Would you reproduce the entries that follow exactly as they appear?

Collected data
**********

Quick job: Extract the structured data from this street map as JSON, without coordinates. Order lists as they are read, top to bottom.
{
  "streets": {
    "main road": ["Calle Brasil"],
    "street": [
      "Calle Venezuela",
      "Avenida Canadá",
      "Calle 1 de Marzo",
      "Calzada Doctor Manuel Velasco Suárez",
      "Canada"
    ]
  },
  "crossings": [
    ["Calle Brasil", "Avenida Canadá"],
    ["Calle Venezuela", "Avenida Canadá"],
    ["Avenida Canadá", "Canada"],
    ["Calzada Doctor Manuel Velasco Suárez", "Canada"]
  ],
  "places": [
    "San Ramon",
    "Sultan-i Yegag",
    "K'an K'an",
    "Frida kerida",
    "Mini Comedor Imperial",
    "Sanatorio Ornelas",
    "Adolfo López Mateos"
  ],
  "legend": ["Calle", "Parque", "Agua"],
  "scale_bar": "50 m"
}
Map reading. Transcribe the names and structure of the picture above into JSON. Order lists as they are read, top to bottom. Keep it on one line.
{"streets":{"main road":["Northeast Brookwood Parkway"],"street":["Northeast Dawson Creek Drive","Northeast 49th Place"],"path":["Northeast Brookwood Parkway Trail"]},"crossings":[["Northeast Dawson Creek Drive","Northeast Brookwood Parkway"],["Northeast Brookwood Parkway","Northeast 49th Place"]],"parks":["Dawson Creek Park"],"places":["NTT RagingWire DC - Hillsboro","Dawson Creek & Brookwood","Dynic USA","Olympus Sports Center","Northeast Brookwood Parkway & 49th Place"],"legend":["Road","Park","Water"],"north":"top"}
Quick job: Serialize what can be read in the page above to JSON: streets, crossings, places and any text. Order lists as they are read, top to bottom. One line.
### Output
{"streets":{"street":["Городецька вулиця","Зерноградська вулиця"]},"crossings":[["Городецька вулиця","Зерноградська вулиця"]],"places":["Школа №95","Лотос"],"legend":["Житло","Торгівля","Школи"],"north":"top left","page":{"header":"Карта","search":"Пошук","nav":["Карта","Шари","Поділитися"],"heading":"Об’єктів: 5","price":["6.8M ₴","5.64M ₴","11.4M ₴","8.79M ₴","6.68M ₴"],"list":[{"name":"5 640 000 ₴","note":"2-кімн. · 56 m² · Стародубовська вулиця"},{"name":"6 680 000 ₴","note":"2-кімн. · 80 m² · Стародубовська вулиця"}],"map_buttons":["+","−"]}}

**********

▸ ANSWER BOX:
Quick job: Extract the structured data from this street map as JSON, without coordinates. Order lists as they are read, top to bottom.
{
  "streets": {
    "main road": ["Calle Brasil"],
    "street": [
      "Calle Venezuela",
      "Avenida Canadá",
      "Calle 1 de Marzo",
      "Calzada Doctor Manuel Velasco Suárez",
      "Canada"
    ]
  },
  "crossings": [
    ["Calle Brasil", "Avenida Canadá"],
    ["Calle Venezuela", "Avenida Canadá"],
    ["Avenida Canadá", "Canada"],
    ["Calzada Doctor Manuel Velasco Suárez", "Canada"]
  ],
  "places": [
    "San Ramon",
    "Sultan-i Yegag",
    "K'an K'an",
    "Frida kerida",
    "Mini Comedor Imperial",
    "Sanatorio Ornelas",
    "Adolfo López Mateos"
  ],
  "legend": ["Calle", "Parque", "Agua"],
  "scale_bar": "50 m"
}
Map reading. Transcribe the names and structure of the picture above into JSON. Order lists as they are read, top to bottom. Keep it on one line.
{"streets":{"main road":["Northeast Brookwood Parkway"],"street":["Northeast Dawson Creek Drive","Northeast 49th Place"],"path":["Northeast Brookwood Parkway Trail"]},"crossings":[["Northeast Dawson Creek Drive","Northeast Brookwood Parkway"],["Northeast Brookwood Parkway","Northeast 49th Place"]],"parks":["Dawson Creek Park"],"places":["NTT RagingWire DC - Hillsboro","Dawson Creek & Brookwood","Dynic USA","Olympus Sports Center","Northeast Brookwood Parkway & 49th Place"],"legend":["Road","Park","Water"],"north":"top"}
Quick job: Serialize what can be read in the page above to JSON: streets, crossings, places and any text. Order lists as they are read, top to bottom. One line.
### Output
{"streets":{"street":["Городецька вулиця","Зерноградська вулиця"]},"crossings":[["Городецька вулиця","Зерноградська вулиця"]],"places":["Школа №95","Лотос"],"legend":["Житло","Торгівля","Школи"],"north":"top left","page":{"header":"Карта","search":"Пошук","nav":["Карта","Шари","Поділитися"],"heading":"Об’єктів: 5","price":["6.8M ₴","5.64M ₴","11.4M ₴","8.79M ₴","6.68M ₴"],"list":[{"name":"5 640 000 ₴","note":"2-кімн. · 56 m² · Стародубовська вулиця"},{"name":"6 680 000 ₴","note":"2-кімн. · 80 m² · Стародубовська вулиця"}],"map_buttons":["+","−"]}}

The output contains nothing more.